Scientology saved Cruise from dyslexia

US actor Tom Cruise, one of Scientology's best-known adherents, overcame the effects of his dyslexia thanks to the church's teachings, he said in an interview published on Sunday.

He told XL Semanal, the weekly magazine supplement of daily Spanish newspaper ABC, that at the age of seven he was diagnosed as having the language-based learning disability that can include problems in reading, spelling, writing and pronouncing words.

"I asked myself if I was normal or an idiot. I would try to concentrate but I felt anxiety, frustration, boredom. When I graduated from high school in 1980 I was functionally illiterate," he said.

"...Finally, as an adult I learned to read perfectly through the method of (Scientology's late founder) L Ron Hubbard," the 46-year-old added.

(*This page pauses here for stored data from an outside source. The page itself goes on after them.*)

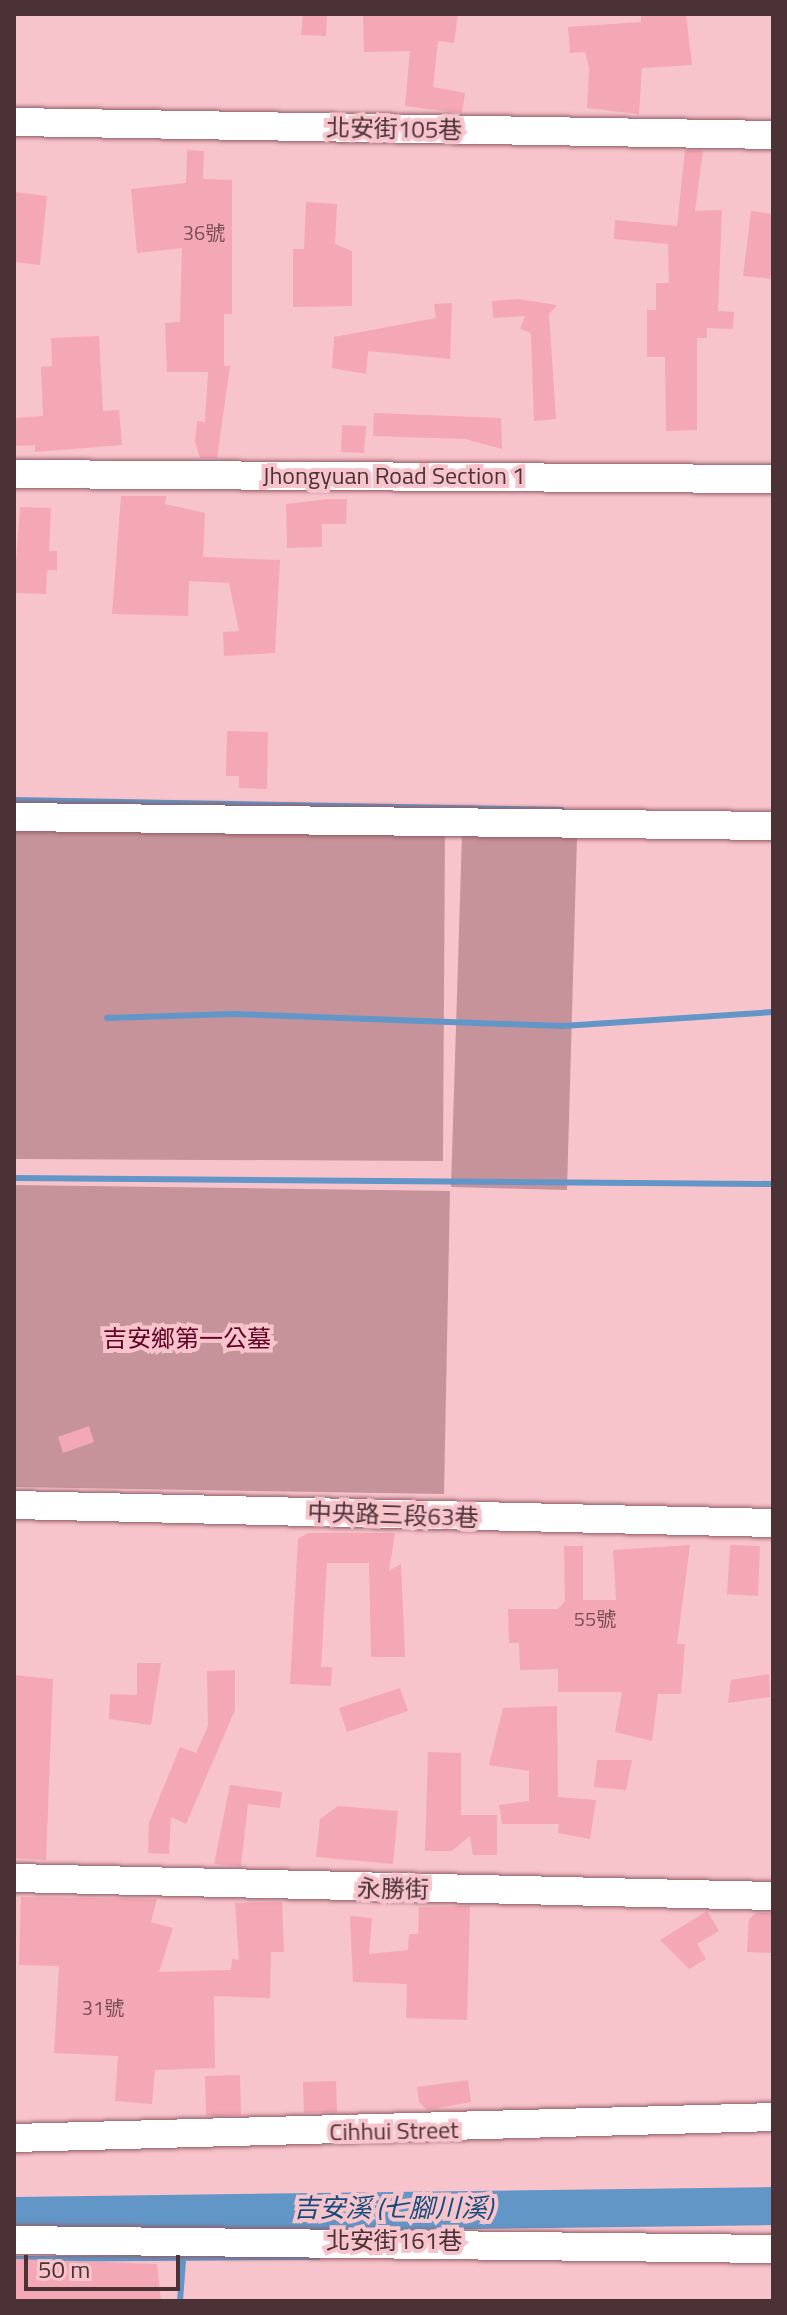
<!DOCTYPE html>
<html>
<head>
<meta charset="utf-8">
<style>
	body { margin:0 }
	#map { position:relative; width:787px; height:2315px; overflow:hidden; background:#f8c4cc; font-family:"Titillium Web","Noto Sans TC",sans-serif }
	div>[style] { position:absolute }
	.green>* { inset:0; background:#c7939b }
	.stream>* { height:6px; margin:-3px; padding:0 3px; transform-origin:3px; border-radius:3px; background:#6296c7 }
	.river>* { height:38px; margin:-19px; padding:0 19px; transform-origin:19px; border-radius:19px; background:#6296c7 }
	.building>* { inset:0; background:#f4a7b4 }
	.roads { filter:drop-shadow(0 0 2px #935a64) drop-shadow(0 0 2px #935a64) }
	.minor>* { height:28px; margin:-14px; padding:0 14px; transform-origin:14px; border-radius:14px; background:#fff }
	span { translate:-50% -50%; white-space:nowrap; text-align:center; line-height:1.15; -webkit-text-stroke:8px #f8c4cc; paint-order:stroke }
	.number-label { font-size:20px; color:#754f56 }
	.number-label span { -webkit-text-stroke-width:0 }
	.street-label { font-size:24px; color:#4b3236 }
	.park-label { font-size:24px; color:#600325 }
	.water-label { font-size:26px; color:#144d7d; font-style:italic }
	.frame { position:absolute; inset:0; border:16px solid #4b3236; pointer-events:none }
	.scale { position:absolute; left:24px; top:2255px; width:156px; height:36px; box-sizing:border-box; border:4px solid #4b3236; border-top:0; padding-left:10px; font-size:24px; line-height:28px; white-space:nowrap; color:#4b3236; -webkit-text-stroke:6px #f8c4cc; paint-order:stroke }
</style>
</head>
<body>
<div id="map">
	<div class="green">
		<div style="clip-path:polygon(14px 822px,445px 823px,443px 1161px,14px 1159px)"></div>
		<div style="clip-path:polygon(462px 834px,577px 837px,567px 1190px,451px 1187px)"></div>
		<div style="clip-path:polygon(14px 1185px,450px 1191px,444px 1494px,14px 1487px)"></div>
	</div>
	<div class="stream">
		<div style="left:14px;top:800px;width:548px;rotate:1.05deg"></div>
		<div style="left:107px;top:1018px;width:126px;rotate:-1.8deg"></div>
		<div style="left:233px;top:1014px;width:330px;rotate:2.1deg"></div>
		<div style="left:563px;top:1026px;width:210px;rotate:-3.8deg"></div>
		<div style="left:14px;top:1178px;width:759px;rotate:0.45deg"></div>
		<div style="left:14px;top:2259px;width:304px;rotate:-0.4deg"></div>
		<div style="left:180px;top:2301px;width:40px;rotate:-85.7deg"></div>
	</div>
	<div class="river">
		<div style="left:14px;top:2216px;width:759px;rotate:-0.75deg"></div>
	</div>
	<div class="building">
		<div style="clip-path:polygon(303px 14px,327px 14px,326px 36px,301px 35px)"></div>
		<div style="clip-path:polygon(363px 14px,458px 14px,454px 43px,438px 41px,433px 87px,465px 93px,462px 113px,405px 106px,410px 51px,364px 52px)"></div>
		<div style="clip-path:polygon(641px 14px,686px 14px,692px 65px,642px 68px,639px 114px,587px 108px,589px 68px,585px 52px,570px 53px,568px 27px,641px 22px)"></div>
		<div style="clip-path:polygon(187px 150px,204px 151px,203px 179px,232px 180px,232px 314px,224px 314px,224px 366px,230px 366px,217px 458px,200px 458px,195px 441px,197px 421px,205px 422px,208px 372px,167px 372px,165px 323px,180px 322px,182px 248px,137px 253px,131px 189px,186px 183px)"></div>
		<div style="clip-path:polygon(685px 150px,703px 151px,695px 211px,722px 210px,718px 311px,734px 312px,733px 329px,707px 328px,707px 338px,697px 338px,697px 430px,666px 431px,665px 357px,647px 357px,647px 310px,656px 310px,656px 283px,669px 283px,668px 244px,614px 239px,615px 220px,677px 226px)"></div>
		<div style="clip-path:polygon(14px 192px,47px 196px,40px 265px,14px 262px)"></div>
		<div style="clip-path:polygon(306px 202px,337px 204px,335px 244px,352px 251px,352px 306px,293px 307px,293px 249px,304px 249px)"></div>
		<div style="clip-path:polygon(751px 211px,773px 214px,773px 279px,743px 276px)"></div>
		<div style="clip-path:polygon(518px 299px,557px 305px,549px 314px,556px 419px,534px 421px,531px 333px,520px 329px,525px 316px,493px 318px,492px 301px)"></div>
		<div style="clip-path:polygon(452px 303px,450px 359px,368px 351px,366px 374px,332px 368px,334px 337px,436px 318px,434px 304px)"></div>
		<div style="clip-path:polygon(99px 336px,103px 411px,119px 410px,122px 445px,35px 452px,35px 445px,14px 446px,14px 418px,43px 416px,41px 367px,52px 366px,51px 338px)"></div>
		<div style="clip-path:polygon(374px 413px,501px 418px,502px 449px,465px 439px,373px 436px)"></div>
		<div style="clip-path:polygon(342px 425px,366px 426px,364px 453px,341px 452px)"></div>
		<div style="clip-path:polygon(121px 496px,166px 496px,165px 504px,205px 513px,203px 557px,280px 560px,275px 653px,224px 656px,223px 632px,239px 631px,229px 583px,189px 581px,188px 616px,112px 614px)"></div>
		<div style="clip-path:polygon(328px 499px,347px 499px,346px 524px,322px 524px,322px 547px,287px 548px,286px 504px)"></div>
		<div style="clip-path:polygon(20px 507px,51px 508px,49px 551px,57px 551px,57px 570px,47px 570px,46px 594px,14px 593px)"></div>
		<div style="clip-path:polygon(227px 731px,268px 732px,267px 789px,239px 788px,239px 776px,226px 776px)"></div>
		<div style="clip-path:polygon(89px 1426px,94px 1442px,63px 1453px,58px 1437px)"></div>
		<div style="clip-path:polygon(308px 1533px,395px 1533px,389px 1571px,401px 1564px,405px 1657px,371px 1657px,369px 1563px,327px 1563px,321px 1667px,332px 1667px,331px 1686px,290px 1684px,298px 1539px)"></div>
		<div style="clip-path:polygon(690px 1545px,677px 1644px,685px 1644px,681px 1694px,658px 1694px,652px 1741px,615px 1732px,622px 1692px,558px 1692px,558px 1669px,520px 1670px,519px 1643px,509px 1643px,508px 1609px,558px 1609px,565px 1601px,564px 1546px,583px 1546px,583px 1600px,616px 1600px,613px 1550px)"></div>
		<div style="clip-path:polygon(730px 1545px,760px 1546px,758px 1596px,727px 1594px)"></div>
		<div style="clip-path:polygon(137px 1663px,161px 1663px,151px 1725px,109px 1719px,110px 1694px,137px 1695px)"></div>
		<div style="clip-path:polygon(235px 1670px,235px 1710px,186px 1824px,171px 1817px,169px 1854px,148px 1853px,149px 1823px,180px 1747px,196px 1753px,208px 1726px,207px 1671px)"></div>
		<div style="clip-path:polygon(769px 1674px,770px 1697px,728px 1703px,731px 1680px)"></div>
		<div style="clip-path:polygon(14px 1675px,53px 1679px,46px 1860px,14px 1858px)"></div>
		<div style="clip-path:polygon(400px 1688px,408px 1711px,347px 1732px,339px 1708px)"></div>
		<div style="clip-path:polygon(557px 1706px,558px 1797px,596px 1800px,590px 1839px,558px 1833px,559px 1824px,502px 1824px,499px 1805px,529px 1801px,529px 1771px,489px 1765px,503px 1708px)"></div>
		<div style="clip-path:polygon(428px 1752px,461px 1753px,461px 1815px,497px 1815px,497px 1855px,473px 1855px,470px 1836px,452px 1851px,425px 1851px)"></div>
		<div style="clip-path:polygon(597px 1760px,632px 1760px,626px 1790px,594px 1787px)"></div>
		<div style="clip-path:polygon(230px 1785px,282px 1792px,280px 1808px,248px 1804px,241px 1866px,214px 1864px)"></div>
		<div style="clip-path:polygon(338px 1806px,398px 1811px,393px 1864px,316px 1857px,320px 1819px)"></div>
		<div style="clip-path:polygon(21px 1897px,157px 1899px,151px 1922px,173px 1928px,159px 1972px,231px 1970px,232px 1959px,239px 1960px,235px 1903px,282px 1902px,284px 1952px,271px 1952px,270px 1998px,214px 1996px,215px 2068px,155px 2070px,152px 2104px,115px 2101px,118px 2056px,54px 2053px,59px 1966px,19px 1965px)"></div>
		<div style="clip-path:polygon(470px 1906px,467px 2020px,406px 2018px,407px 1984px,353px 1982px,350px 1916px,372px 1918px,369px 1954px,408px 1950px,409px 1934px,418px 1934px,419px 1907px)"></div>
		<div style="clip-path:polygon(707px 1911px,719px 1931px,697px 1944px,706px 1959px,689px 1969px,660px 1940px)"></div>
		<div style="clip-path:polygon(757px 1913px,773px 1913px,773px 1953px,747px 1952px,749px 1919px)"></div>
		<div style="clip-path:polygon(240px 2075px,241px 2115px,206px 2116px,205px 2076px)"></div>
		<div style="clip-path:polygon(468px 2080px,471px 2102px,427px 2110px,419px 2102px,417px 2087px)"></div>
		<div style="clip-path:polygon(336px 2081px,337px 2112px,304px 2113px,303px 2082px)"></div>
		<div style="clip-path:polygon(14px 2259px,157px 2264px,161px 2301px,14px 2301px)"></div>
	</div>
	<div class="roads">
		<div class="minor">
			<div style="left:14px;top:122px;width:759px;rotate:0.98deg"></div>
			<div style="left:14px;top:474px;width:759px;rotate:0.38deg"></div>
			<div style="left:14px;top:817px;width:759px;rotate:0.68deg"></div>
			<div style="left:14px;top:1505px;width:759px;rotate:1.36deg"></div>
			<div style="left:14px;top:1878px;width:759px;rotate:1.36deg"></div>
			<div style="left:14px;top:2138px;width:759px;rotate:-1.58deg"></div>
			<div style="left:14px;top:2240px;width:759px;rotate:0.68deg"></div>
		</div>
	</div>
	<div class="number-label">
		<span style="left:204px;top:232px">36號</span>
		<span style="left:595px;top:1618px">55號</span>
		<span style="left:103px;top:2007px">31號</span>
	</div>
	<div class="street-label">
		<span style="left:394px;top:129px;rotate:1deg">北安街105巷</span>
		<span style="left:394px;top:476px">Jhongyuan Road Section 1</span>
		<span style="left:393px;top:1515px;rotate:2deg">中央路三段63巷</span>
		<span style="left:393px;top:1889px;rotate:1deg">永勝街</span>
		<span style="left:394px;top:2131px;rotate:-1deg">Cihhui Street</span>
		<span style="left:394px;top:2241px">北安街161巷</span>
	</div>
	<div class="park-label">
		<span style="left:187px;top:1339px">吉安鄉第一公墓</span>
	</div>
	<div class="water-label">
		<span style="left:393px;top:2208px">吉安溪 (七腳川溪)</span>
	</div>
	<div class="frame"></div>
	<div class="scale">50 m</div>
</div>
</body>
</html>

The Church of Scientology, founded in 1954 in the United States by Hubbard, a science-fiction writer, teaches that technology can expand the mind and help solve problems.

Cruise's advocacy of Scientology, which has some 10 million members around the world, has sometimes landed him in hot water.

German authorities were initially reluctant to allow the makers of Cruise's latest movie Valkyrie - about a plot to kill Adolf Hitler - at German military sites because the actor is a Scientologist.

The German government does not recognise Scientology as a church.